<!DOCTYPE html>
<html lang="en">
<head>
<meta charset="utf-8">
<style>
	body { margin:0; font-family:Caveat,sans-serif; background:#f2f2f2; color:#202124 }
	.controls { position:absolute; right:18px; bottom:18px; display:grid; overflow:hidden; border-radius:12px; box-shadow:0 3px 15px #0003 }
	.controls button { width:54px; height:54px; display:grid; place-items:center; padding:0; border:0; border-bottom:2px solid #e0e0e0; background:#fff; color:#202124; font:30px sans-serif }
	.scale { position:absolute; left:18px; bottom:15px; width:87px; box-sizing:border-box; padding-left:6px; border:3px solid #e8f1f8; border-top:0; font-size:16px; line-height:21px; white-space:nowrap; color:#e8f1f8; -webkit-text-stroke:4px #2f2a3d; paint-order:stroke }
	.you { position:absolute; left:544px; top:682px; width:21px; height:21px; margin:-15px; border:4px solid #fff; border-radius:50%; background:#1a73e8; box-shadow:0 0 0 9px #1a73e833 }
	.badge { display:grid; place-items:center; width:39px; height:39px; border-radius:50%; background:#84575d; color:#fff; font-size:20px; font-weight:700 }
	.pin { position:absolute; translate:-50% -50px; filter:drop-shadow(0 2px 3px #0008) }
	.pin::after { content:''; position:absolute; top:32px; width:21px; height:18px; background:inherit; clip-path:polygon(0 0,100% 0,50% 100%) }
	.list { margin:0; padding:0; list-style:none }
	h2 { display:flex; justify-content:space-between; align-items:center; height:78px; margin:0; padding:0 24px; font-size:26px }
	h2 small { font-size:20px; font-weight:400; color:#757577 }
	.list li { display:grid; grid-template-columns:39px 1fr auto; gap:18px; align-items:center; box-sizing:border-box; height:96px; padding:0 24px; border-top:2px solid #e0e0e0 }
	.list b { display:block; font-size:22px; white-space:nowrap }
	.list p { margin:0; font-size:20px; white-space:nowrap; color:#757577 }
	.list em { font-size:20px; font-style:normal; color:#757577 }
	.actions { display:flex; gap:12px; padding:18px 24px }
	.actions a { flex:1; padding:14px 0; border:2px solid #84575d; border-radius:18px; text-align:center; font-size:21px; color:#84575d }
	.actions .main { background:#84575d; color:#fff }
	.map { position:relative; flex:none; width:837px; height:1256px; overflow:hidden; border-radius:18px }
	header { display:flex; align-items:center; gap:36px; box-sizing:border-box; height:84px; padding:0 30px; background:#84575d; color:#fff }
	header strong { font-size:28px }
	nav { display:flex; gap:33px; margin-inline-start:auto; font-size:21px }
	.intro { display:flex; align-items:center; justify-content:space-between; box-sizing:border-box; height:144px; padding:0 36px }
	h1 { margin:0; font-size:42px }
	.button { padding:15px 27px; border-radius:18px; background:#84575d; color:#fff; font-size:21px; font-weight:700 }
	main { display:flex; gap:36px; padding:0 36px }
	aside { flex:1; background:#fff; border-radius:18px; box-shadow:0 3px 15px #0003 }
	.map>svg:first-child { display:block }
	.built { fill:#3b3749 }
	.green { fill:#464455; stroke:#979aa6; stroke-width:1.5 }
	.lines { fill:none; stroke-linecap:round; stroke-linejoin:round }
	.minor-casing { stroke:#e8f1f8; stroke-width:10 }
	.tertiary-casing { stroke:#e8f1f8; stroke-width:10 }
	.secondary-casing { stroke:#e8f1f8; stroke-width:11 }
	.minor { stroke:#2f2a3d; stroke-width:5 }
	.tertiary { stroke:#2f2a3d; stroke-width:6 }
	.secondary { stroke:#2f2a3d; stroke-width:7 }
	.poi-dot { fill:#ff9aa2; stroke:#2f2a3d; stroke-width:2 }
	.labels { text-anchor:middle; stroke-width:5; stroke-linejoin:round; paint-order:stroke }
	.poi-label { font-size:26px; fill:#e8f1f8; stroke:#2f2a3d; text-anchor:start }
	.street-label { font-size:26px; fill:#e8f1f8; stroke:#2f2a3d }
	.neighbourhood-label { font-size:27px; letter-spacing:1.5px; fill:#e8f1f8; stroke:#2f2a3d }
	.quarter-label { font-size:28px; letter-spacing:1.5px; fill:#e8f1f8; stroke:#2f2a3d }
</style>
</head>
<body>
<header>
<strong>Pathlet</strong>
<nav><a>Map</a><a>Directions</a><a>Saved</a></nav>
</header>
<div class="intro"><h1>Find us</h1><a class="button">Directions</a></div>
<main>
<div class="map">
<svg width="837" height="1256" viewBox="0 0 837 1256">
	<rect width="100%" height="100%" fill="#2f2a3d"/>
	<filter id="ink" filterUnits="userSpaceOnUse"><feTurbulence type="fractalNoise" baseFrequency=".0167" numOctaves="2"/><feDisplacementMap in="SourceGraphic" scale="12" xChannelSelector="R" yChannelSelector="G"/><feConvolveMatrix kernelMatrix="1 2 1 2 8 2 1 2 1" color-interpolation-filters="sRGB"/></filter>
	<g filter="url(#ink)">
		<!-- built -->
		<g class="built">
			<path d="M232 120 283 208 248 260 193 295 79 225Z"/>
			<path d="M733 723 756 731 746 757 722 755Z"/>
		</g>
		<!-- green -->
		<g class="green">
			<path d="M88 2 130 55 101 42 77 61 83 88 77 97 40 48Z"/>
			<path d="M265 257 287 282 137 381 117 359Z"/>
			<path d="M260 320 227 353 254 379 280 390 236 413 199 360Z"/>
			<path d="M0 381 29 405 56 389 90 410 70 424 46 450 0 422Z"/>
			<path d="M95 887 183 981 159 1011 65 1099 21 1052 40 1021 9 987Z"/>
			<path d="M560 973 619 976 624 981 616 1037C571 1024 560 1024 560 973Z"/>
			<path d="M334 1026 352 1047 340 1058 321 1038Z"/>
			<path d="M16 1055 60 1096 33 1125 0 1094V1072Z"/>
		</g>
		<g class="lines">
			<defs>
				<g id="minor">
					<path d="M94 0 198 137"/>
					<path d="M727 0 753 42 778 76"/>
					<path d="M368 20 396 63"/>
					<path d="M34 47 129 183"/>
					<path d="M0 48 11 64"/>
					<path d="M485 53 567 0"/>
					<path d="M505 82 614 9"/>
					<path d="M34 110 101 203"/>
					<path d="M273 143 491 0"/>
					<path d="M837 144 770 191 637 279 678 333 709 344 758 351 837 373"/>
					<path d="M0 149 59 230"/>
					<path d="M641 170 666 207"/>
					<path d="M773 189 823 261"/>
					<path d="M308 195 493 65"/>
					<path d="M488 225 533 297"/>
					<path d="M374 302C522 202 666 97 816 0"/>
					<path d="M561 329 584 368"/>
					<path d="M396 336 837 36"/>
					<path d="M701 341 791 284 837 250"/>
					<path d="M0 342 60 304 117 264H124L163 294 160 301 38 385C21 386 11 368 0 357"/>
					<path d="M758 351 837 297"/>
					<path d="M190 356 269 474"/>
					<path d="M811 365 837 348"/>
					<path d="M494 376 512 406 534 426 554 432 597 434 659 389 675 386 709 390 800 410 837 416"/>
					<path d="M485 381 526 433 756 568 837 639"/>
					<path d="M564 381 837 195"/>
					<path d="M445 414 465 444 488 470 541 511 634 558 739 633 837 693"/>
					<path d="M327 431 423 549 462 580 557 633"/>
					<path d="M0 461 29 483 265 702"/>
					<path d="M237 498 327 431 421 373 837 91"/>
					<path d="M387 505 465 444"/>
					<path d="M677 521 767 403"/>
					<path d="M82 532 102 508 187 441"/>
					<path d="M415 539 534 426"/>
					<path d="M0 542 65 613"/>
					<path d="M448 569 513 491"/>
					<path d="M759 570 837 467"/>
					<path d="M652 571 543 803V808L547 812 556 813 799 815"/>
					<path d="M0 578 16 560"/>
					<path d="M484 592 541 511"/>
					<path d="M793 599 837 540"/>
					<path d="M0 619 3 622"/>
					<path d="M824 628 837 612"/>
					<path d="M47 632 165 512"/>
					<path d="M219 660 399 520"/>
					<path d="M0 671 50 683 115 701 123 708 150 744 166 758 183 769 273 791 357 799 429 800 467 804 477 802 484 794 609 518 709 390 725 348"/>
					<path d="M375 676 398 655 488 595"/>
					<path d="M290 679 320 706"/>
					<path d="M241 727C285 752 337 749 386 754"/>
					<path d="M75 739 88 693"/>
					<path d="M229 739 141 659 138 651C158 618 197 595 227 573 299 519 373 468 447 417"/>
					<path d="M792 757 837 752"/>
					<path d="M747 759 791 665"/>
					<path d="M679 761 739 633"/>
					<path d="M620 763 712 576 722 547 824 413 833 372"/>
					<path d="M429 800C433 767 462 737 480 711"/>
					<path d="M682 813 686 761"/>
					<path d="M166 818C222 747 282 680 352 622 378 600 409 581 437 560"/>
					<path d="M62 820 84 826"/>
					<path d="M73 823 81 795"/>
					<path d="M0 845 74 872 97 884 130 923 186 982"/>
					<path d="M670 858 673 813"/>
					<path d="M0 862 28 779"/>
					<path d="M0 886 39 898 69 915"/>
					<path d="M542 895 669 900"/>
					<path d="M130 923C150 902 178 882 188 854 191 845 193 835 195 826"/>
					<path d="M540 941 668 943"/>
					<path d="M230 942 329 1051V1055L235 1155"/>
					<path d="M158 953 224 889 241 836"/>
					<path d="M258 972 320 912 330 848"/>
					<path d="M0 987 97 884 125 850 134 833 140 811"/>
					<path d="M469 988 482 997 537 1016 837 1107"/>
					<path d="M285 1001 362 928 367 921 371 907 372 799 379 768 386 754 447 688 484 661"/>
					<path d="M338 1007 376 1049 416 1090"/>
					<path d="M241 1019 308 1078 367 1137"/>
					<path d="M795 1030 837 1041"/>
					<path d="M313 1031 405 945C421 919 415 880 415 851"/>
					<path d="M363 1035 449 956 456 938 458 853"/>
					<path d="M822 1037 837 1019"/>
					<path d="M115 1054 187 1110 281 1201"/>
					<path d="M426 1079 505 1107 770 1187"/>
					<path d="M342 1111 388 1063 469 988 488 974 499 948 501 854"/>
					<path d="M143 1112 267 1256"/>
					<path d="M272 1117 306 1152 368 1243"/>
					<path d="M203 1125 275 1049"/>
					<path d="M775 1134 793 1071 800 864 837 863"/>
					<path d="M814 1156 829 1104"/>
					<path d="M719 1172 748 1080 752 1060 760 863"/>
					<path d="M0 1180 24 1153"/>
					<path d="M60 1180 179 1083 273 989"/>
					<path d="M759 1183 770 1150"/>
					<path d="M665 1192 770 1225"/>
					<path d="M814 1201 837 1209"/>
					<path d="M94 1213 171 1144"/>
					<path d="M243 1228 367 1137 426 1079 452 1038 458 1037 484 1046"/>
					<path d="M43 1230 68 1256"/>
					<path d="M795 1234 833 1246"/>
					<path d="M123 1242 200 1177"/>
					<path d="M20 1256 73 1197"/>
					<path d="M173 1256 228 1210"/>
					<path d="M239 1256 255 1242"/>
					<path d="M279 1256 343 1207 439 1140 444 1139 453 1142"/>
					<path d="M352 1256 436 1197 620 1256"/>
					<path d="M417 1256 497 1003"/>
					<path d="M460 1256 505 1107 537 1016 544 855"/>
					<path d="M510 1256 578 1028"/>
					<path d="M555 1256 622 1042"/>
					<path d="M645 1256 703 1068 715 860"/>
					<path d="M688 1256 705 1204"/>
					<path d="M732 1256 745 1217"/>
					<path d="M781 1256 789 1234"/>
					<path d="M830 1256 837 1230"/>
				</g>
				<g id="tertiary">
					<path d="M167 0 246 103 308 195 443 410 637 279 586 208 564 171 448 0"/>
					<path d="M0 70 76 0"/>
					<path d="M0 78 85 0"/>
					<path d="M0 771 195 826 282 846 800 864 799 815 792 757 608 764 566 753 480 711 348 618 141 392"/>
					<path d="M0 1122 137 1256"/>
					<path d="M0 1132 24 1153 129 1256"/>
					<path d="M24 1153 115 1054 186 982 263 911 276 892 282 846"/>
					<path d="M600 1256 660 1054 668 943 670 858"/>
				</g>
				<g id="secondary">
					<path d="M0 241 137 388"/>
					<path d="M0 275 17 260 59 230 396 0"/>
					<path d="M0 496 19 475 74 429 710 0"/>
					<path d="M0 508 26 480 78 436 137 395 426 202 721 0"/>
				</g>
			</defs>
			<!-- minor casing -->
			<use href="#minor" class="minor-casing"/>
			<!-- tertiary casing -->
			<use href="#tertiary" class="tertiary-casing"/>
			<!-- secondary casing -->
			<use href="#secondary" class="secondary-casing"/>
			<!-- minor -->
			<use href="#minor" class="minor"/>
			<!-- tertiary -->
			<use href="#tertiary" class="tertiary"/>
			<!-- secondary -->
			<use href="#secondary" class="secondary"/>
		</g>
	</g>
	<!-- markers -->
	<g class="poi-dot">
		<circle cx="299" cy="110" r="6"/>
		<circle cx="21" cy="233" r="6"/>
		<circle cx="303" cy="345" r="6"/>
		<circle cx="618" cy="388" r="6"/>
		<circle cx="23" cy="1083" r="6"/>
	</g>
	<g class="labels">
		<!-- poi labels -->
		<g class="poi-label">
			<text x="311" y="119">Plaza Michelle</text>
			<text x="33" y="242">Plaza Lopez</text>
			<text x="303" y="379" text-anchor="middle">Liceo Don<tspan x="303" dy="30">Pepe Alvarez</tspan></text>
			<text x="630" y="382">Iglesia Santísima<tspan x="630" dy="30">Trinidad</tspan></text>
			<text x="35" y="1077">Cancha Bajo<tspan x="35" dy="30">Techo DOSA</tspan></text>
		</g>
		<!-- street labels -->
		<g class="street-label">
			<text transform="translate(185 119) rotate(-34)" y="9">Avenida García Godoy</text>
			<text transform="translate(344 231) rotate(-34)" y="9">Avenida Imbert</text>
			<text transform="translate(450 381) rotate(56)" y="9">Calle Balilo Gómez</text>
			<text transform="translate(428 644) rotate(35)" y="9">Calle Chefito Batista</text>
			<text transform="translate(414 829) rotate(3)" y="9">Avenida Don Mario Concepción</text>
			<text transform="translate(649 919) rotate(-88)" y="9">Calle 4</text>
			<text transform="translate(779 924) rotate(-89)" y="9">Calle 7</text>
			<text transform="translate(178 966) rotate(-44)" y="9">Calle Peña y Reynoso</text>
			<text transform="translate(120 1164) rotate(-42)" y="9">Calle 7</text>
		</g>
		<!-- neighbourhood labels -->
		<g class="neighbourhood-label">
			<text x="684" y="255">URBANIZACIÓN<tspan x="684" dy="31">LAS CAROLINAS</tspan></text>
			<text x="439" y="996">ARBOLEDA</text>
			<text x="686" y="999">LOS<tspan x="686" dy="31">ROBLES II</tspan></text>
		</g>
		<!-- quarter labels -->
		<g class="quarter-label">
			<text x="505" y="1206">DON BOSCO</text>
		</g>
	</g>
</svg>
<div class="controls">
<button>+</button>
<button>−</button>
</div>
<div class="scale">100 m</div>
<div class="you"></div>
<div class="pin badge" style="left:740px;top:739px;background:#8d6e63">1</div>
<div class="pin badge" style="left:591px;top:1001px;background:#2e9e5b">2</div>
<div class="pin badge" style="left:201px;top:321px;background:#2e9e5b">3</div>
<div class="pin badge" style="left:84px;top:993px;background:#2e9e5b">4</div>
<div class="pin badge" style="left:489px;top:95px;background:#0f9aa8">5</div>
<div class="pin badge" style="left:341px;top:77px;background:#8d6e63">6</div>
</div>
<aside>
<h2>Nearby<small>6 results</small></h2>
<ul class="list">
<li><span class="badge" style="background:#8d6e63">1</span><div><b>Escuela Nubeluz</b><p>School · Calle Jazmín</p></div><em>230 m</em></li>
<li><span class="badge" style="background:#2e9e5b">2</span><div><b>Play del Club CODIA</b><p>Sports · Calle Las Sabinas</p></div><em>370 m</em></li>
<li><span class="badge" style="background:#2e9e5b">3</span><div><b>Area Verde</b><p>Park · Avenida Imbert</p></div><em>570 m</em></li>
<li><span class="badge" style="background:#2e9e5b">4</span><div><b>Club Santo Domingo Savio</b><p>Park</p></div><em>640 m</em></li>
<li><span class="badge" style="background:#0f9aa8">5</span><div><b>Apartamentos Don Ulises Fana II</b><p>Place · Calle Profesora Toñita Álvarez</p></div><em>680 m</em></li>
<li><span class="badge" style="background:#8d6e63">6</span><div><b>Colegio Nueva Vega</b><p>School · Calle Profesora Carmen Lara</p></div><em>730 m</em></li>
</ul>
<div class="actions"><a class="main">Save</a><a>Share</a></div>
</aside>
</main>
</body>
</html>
——
From the first line of the records to the line containing "display:flex; gap:12px; padding:18px", inclusive, transcribe everything exactly and leave out the rest.

<!DOCTYPE html>
<html lang="en">
<head>
<meta charset="utf-8">
<style>
	body { margin:0; font-family:Caveat,sans-serif; background:#f2f2f2; color:#202124 }
	.controls { position:absolute; right:18px; bottom:18px; display:grid; overflow:hidden; border-radius:12px; box-shadow:0 3px 15px #0003 }
	.controls button { width:54px; height:54px; display:grid; place-items:center; padding:0; border:0; border-bottom:2px solid #e0e0e0; background:#fff; color:#202124; font:30px sans-serif }
	.scale { position:absolute; left:18px; bottom:15px; width:87px; box-sizing:border-box; padding-left:6px; border:3px solid #e8f1f8; border-top:0; font-size:16px; line-height:21px; white-space:nowrap; color:#e8f1f8; -webkit-text-stroke:4px #2f2a3d; paint-order:stroke }
	.you { position:absolute; left:544px; top:682px; width:21px; height:21px; margin:-15px; border:4px solid #fff; border-radius:50%; background:#1a73e8; box-shadow:0 0 0 9px #1a73e833 }
	.badge { display:grid; place-items:center; width:39px; height:39px; border-radius:50%; background:#84575d; color:#fff; font-size:20px; font-weight:700 }
	.pin { position:absolute; translate:-50% -50px; filter:drop-shadow(0 2px 3px #0008) }
	.pin::after { content:''; position:absolute; top:32px; width:21px; height:18px; background:inherit; clip-path:polygon(0 0,100% 0,50% 100%) }
	.list { margin:0; padding:0; list-style:none }
	h2 { display:flex; justify-content:space-between; align-items:center; height:78px; margin:0; padding:0 24px; font-size:26px }
	h2 small { font-size:20px; font-weight:400; color:#757577 }
	.list li { display:grid; grid-template-columns:39px 1fr auto; gap:18px; align-items:center; box-sizing:border-box; height:96px; padding:0 24px; border-top:2px solid #e0e0e0 }
	.list b { display:block; font-size:22px; white-space:nowrap }
	.list p { margin:0; font-size:20px; white-space:nowrap; color:#757577 }
	.list em { font-size:20px; font-style:normal; color:#757577 }
	.actions { display:flex; gap:12px; padding:18px 24px }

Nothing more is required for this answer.